Manevi Mimarlar programının bu haftaki konusu Isparta'nın Merkez İlçesinde bulunan Gülcü (Hacı Ivaz) Camii oldu. Isparta İl Müftü Yardımcısı Halil Taş, caminin kaç yılında yapıldığını, adının nereden geldiğini ve şuanki yapıda bugüne kadar yapılan faaliyetleri anlattı.
Taş, caminin tarihi yıllara göre adının değiştiğini belirterek, bu isim değişikliğinin hem coğrafi hem de yaşanan olaylardan dolayı olduğunu belirtti.
Şöyle ki söz konusu caminin Hacı ivaz tarafından yapıldığı için Hacı İvaz Camii diye biliniyor.Ancak gerek konumu gerekse de caminin bulunduğu bölgede büyük zatlar olduğu için adının bu yönde değiştiğini belirtti. Camiinin adı aynı zamanda meydanlık veya Gülcü cami diye de geçiyor.
Taş ifadelerinde caminin yapım sürecini ve sonrasını şöyle açıklıyor;
"İlk olarak mescid şeklinde yapıldı. Bu mahallenin ismi 1568 tarihinde arşiv kayıtlarında geçmekte olup hane sayısı 11 nefer sayısı da 13 kişi olarak kaydedilmiştir.

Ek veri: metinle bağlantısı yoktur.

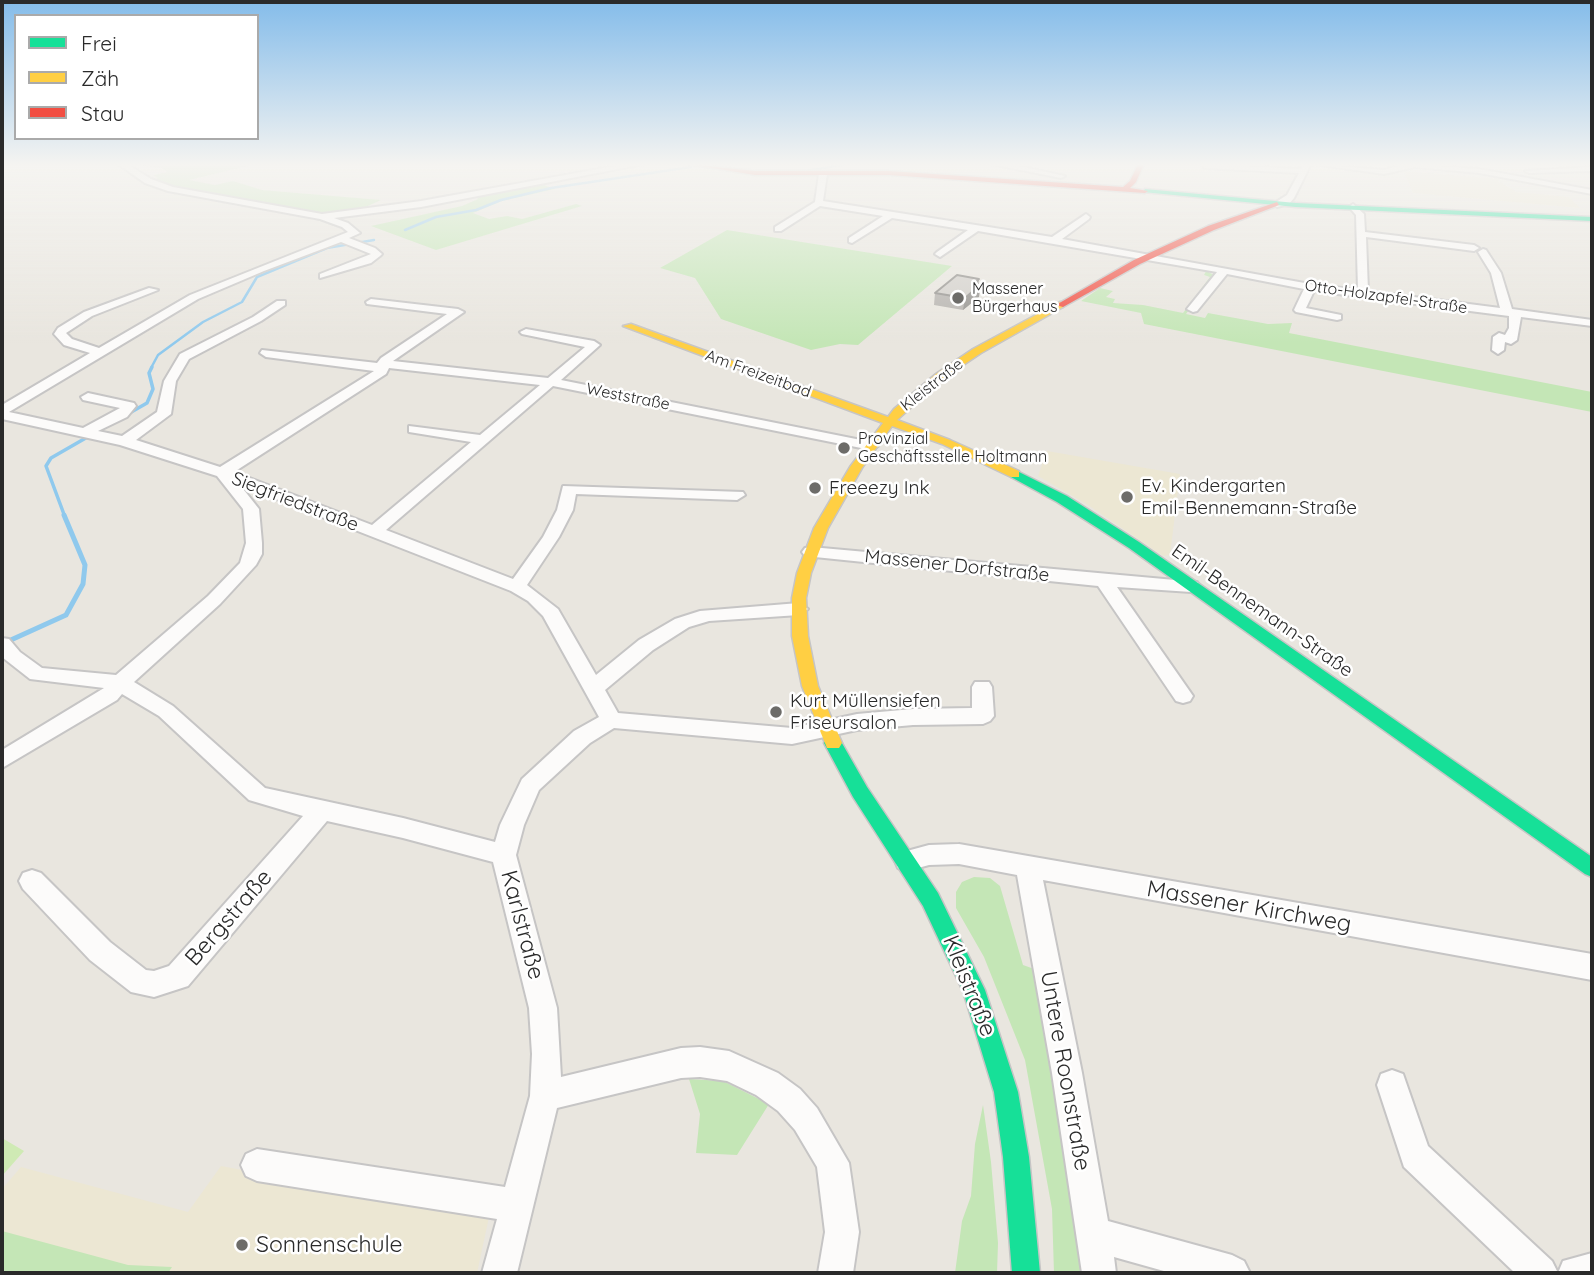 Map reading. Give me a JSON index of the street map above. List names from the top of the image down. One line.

ISPARTA'DA MAHALLE ADLARI BUNA GÖRE VERİLMİŞ
Mahalle Hacı Ayvaz şeklinde de anılmıştır. 1510’lu yıllarda geçtiği için caminin yapım tarihi de bu yılllara denk geldiği düşünülüyor. Genellikle mahalle isimleri o yerde bulunan mescid veya camii adları ile anılıyor. Buna örnek olarak Camii Atik mahallesi gibi örnekler verilebilir.
Coğrafi konuma göre isim olarak da Dere Mahallesi örnek verilebilir. Çünkü bulunduğu konumda zamanında dere varmış.
Aynı şekilde uğraşılan meslekler de Isparta’da mahalle adlarını taşıyor. Buna da örnek olarak hayvan derisi işleyenlerin bulunduğu yere tabaklar veya Doğan besleyenlerin bulunduğu bölgeye ise Doğancılar mahallesi denilmiştir.
Devlet işleriyle meşgul olan kişilerin bulunduğu yerler de mahalle adları olarak anılmıştır. Buna örnek olarak Sülü Bey mahallesi gibi örnek verilebilir.
2 BİN KURUŞ BAĞIŞLIYOR
Bu bina ilk olarak mescid iken daha sonra camiye çevriliyor. Ancak bu bina Hacı İvaz Mahallesi sakinleri mahallede nufüs artışından dolayı camiye sığamamış. Bu yüzden bu mescidi cami olarak cevirmişler. Mahalle sakinlerinden Mehmet oğlu İsmail ilk önce mescidi tamir edip daha sonra minber koydu. Mescidin çeşitli ihtiyaçlarını karşılamış. Tamir için 2 bin kuruş para vermiştir. Bu para değlerlendirilmek üzere vermiş. Bu paranın karından 250 kuruşunu imam hatibe bağışlamış. Ayrıca tebliyet görevini ölünceye kadar kendi üzerinde olmasını vefat edince erkek çocuklarına verilmesini şart koşmuştur. Bir imam ve vakfı devam ettiren mütevelli oluyordu. Biz bu kaynakları Isparta İlahiyat Fakültesi dekanı Prof. Dr. Sadık Akdemir’in Isparta vakıfları kitabından faydalandık." dedi.